SAMPIT – Antisipasi kebakaran hutan dan lahan (karhutla) di Kabupaten Kotawaringin Timur (Kotim) dinilai sebagai langkah awal kebaikan yang harus terus dijaga. Kesiapsiagaan sejak dini diyakini mampu meminimalisir risiko kebakaran yang dapat menimbulkan kerugian besar bagi masyarakat.
“Kami hadir hari ini diundang dalam rangka kesiapan karhutla di BPBD Kotim. Pada prinsipnya, ini adalah awal dari kebaikan. Kita harus sedini mungkin mencegah agar jangan sampai kebakaran terjadi baru kita sibuk siap siaga. Antisipasi awal jauh lebih baik,” kata Wakil Ketua II DPRD Kotim, usai mengikuti Apel Siaga Karhutla, Senin 4 Agustus 2025.

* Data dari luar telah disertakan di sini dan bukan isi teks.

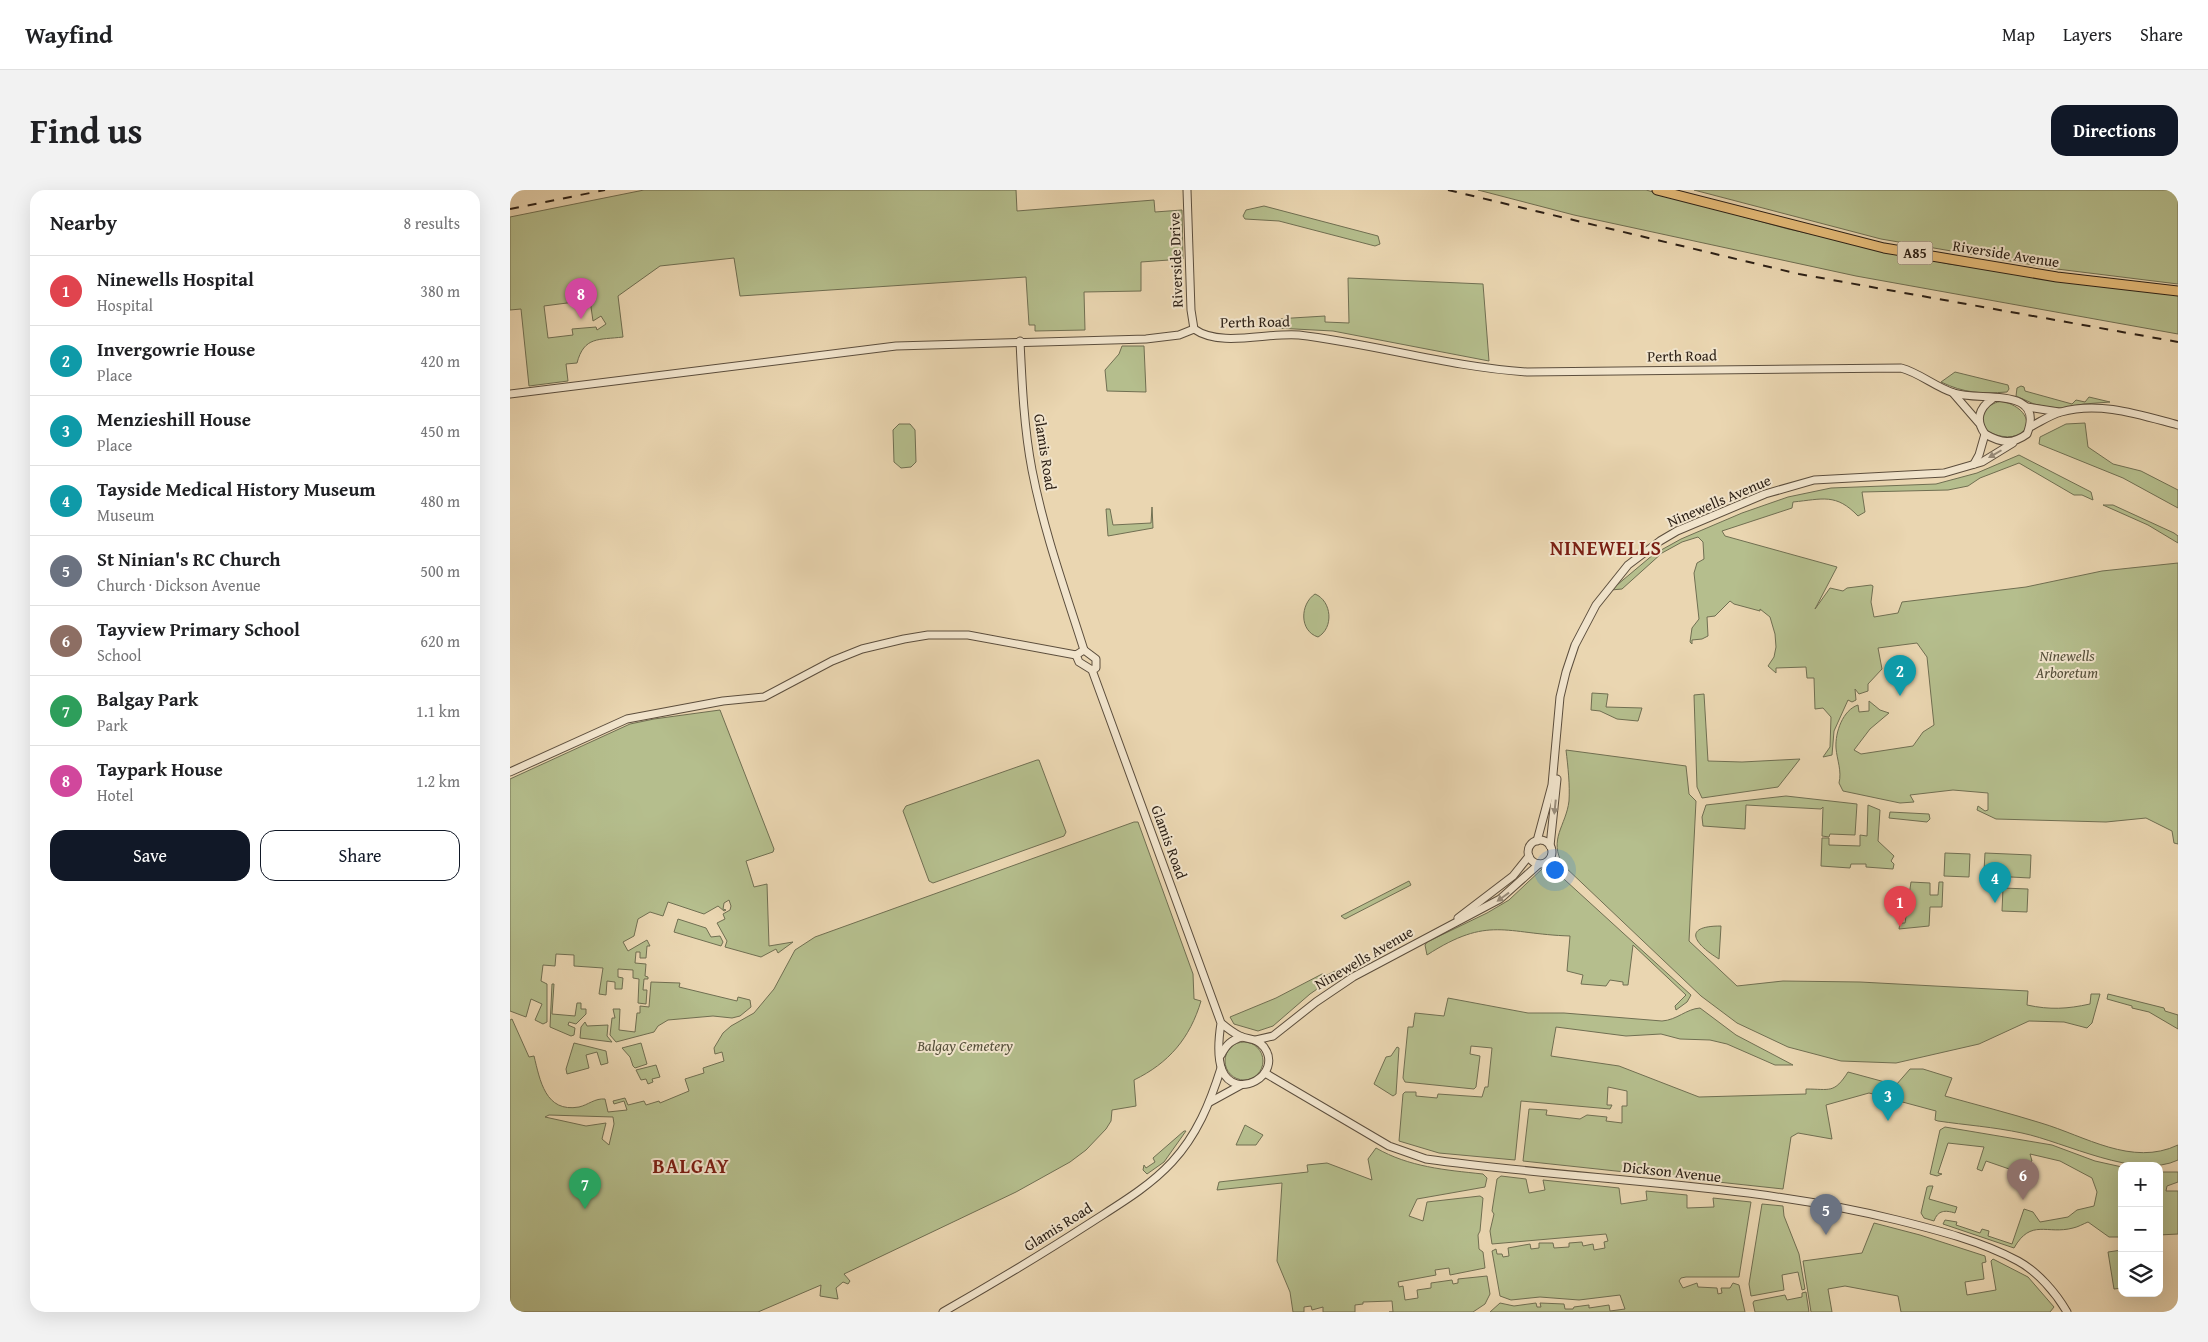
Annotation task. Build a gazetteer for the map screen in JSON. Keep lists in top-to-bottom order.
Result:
{
  "streets": {
    "main road": ["A85", "Riverside Avenue"],
    "street": [
      "Riverside Drive",
      "Perth Road",
      "Glamis Road",
      "Ninewells Avenue",
      "Dickson Avenue"
    ]
  },
  "crossings": [
    ["Riverside Drive", "Perth Road"],
    ["Perth Road", "Ninewells Avenue"],
    ["Glamis Road", "Ninewells Avenue"],
    ["Glamis Road", "Dickson Avenue"],
    ["Ninewells Avenue", "Dickson Avenue"]
  ],
  "districts": ["NINEWELLS", "BALGAY"],
  "parks": ["Ninewells Arboretum", "Balgay Cemetery"],
  "page": {
    "header": "Wayfind",
    "nav": ["Map", "Layers", "Share"],
    "title": "Find us",
    "buttons": [
      "Directions",
      ["Save", "Share"]
    ],
    "heading": ["Nearby", "8 results"],
    "list": [
      {
        "mark": "1",
        "name": "Ninewells Hospital",
        "note": "Hospital",
        "value": "380 m"
      },
      {
        "mark": "2",
        "name": "Invergowrie House",
        "note": "Place",
        "value": "420 m"
      },
      {
        "mark": "3",
        "name": "Menzieshill House",
        "note": "Place",
        "value": "450 m"
      },
      {
        "mark": "4",
        "name": "Tayside Medical History Museum",
        "note": "Museum",
        "value": "480 m"
      },
      {
        "mark": "5",
        "name": "St Ninian's RC Church",
        "note": "Church · Dickson Avenue",
        "value": "500 m"
      },
      {
        "mark": "6",
        "name": "Tayview Primary School",
        "note": "School",
        "value": "620 m"
      },
      {
        "mark": "7",
        "name": "Balgay Park",
        "note": "Park",
        "value": "1.1 km"
      },
      {
        "mark": "8",
        "name": "Taypark House",
        "note": "Hotel",
        "value": "1.2 km"
      }
    ],
    "pins": [
      "8",
      "2",
      "4",
      "1",
      "3",
      "6",
      "7",
      "5"
    ],
    "map_buttons": ["+", "−"]
  }
}
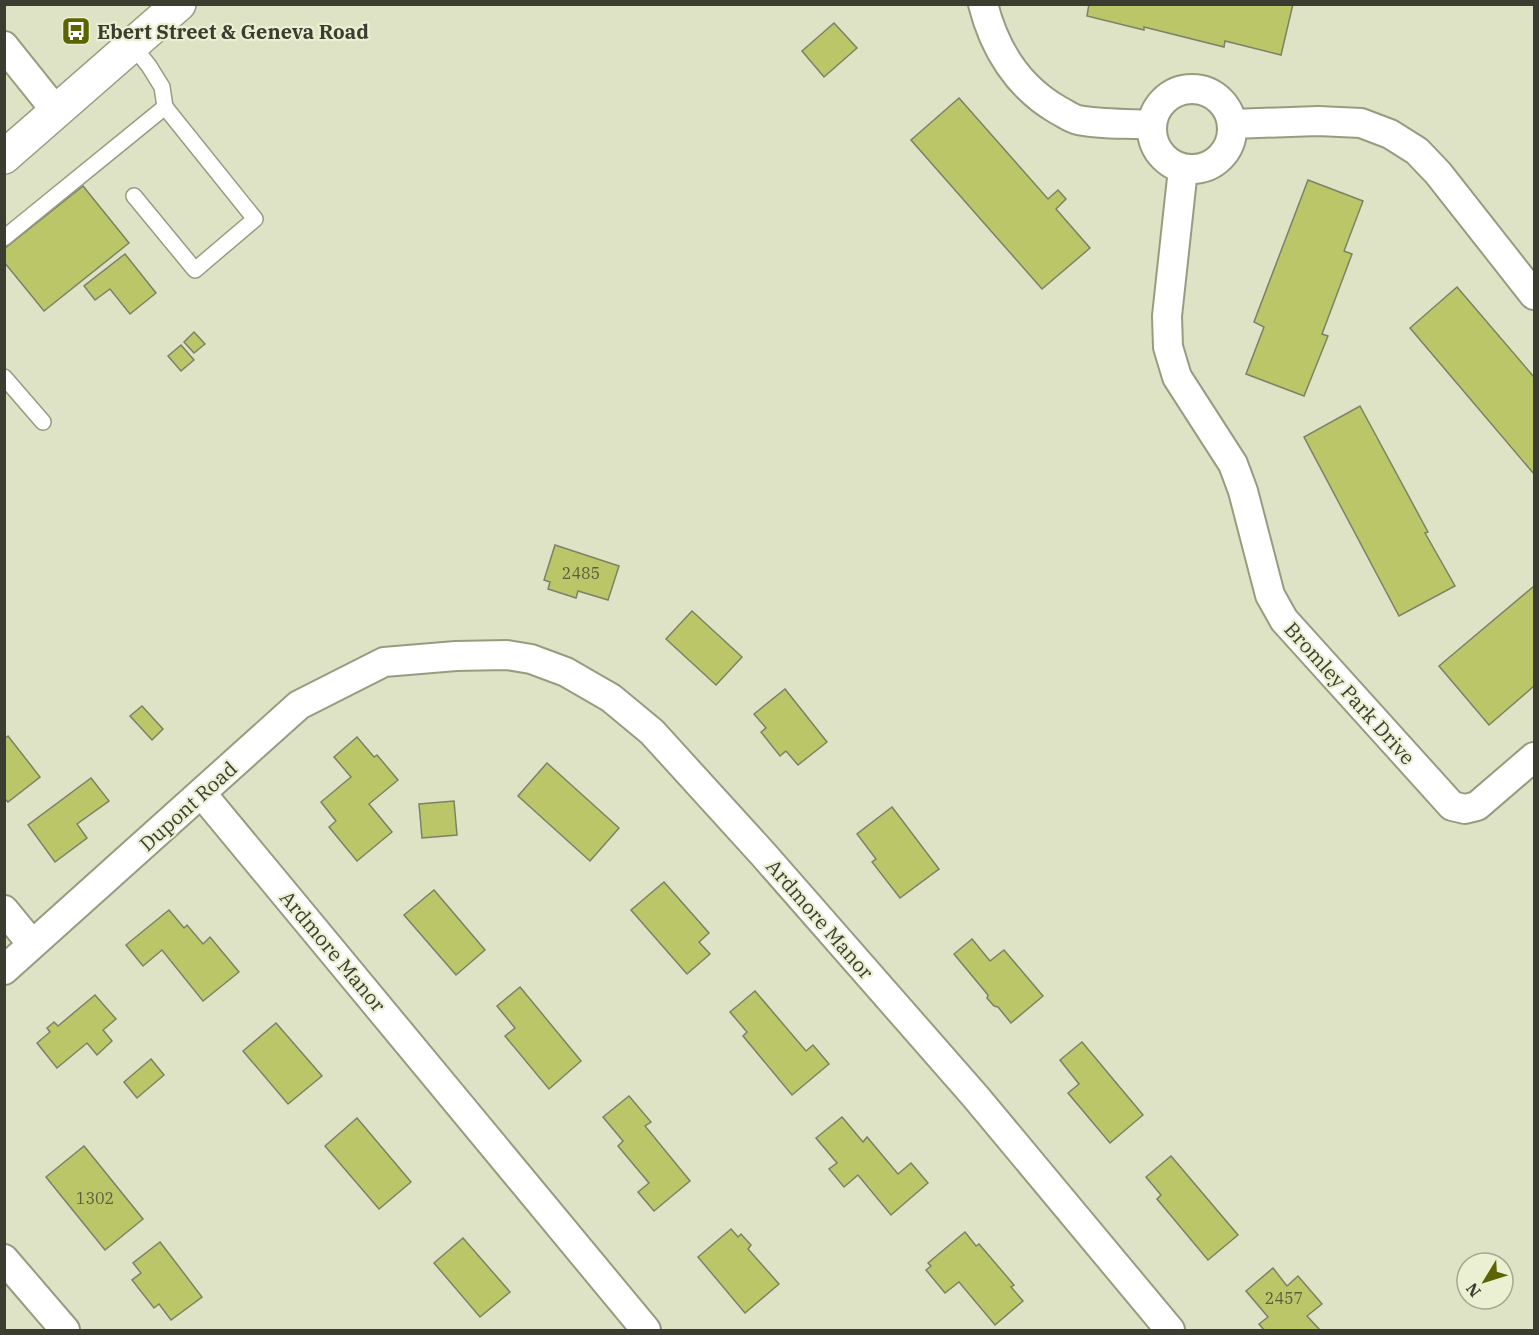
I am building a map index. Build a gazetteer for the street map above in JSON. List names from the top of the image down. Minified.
{"streets":{"street":["Bromley Park Drive","Dupont Road","Ardmore Manor"]},"crossings":[["Dupont Road","Ardmore Manor"]],"places":{"bus stop":["Ebert Street & Geneva Road"]},"house_numbers":["2485","1302","2457"],"north":"bottom left"}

Ia mengapresiasi langkah-langkah yang sudah dilakukan BPBD Kotim dalam mempersiapkan seluruh sumber daya menghadapi ancaman karhutla. Menurutnya, upaya pencegahan sejak dini merupakan investasi penting untuk menyelamatkan lingkungan dan masyarakat.
Dalam kesempatan itu, ia juga menyoroti kondisi cuaca yang tidak merata di wilayah Kotim. Meski di wilayah tengah seperti Kota Sampit diguyur hujan, namun di wilayah selatan belum tersentuh hujan signifikan.
“Tadi saya sudah sampaikan dengan Kepala BPBD, hari ini memang hujan di wilayah tengah. Tapi untuk wilayah selatan, hanya spot-spot hujan biasa, tidak seperti hujan tadi malam yang cukup deras. Ini perlu jadi perhatian bersama,” ujarnya.
Ia juga mengungkapkan adanya sinergi yang terjalin antara Kabupaten Kotim dan Kabupaten Seruyan dalam penanganan karhutla di wilayah perbatasan. Kerja sama ini menurutnya sangat penting untuk mengatasi potensi kebakaran yang sering terjadi di daerah tapal batas kedua kabupaten tersebut.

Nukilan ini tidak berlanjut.